(SUPPLIED RECORDS Opens)

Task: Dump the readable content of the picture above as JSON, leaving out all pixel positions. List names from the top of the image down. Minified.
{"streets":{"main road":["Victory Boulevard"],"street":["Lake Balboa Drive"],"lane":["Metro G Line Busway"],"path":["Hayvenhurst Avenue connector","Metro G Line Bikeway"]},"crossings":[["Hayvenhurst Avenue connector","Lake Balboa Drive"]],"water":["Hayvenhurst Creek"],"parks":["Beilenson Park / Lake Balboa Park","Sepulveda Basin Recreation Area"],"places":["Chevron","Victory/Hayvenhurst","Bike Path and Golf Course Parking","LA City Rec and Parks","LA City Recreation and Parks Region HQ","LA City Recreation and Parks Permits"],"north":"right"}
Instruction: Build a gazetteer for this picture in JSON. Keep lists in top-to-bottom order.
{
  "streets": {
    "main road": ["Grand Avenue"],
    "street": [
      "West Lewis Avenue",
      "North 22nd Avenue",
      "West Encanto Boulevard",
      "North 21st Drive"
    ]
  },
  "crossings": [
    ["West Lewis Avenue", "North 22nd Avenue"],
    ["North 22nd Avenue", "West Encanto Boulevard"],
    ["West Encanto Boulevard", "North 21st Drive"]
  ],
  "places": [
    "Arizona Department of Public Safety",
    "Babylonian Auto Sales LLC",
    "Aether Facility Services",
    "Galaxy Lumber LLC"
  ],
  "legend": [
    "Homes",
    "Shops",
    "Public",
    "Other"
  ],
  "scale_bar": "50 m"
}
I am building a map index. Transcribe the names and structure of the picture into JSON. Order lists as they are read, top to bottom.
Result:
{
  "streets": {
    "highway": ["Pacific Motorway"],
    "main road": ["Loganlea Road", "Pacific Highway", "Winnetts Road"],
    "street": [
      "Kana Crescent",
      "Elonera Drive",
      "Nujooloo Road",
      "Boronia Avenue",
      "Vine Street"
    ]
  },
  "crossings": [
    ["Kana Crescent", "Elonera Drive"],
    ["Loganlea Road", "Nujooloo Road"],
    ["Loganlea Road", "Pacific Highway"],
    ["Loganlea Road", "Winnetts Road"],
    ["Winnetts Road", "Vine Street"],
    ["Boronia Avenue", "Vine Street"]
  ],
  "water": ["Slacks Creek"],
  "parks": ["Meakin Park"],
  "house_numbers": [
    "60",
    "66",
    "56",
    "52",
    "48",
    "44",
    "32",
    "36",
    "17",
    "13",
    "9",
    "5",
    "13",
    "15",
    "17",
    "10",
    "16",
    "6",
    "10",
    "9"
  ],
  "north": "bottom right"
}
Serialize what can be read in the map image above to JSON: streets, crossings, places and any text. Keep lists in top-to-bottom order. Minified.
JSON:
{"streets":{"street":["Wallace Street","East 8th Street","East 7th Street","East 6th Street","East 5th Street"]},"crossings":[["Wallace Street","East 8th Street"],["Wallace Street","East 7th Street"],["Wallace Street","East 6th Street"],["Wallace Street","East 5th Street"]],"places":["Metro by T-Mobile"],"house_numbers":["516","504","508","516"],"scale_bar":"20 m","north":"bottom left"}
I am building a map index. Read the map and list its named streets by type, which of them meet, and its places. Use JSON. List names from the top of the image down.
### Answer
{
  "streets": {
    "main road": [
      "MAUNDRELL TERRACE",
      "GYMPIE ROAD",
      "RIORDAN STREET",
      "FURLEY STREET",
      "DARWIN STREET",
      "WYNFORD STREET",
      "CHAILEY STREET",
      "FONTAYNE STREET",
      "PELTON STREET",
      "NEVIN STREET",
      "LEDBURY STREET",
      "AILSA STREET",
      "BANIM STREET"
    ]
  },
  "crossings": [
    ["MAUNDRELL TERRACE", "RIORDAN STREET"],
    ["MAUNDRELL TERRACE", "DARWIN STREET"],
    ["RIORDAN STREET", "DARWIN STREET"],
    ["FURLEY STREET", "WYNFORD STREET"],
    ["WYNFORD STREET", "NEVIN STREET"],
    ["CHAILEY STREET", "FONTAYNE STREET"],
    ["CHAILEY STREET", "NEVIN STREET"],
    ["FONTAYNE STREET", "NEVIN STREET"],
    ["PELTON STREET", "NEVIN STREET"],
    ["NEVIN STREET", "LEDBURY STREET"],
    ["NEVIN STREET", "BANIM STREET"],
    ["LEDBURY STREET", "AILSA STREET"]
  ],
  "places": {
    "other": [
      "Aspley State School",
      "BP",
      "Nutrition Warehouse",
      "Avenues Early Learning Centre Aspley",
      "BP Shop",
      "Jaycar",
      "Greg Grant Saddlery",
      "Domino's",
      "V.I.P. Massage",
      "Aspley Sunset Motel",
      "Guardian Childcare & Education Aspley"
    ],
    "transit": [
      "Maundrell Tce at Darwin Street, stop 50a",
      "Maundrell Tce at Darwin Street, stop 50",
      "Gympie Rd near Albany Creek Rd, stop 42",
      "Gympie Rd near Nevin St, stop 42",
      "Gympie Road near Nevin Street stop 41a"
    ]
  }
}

(SUPPLIED RECORDS Closes)

## [HOW TO COMPLETE THIS TASK]
Copy all lines of the material above where the string "building" occurs.

## [ANSWER SECTION]
I am building a map index. Transcribe the names and structure of the picture into JSON. Order lists as they are read, top to bottom.
I am building a map index. Read the map and list its named streets by type, which of them meet, and its places. Use JSON. List names from the top of the image down.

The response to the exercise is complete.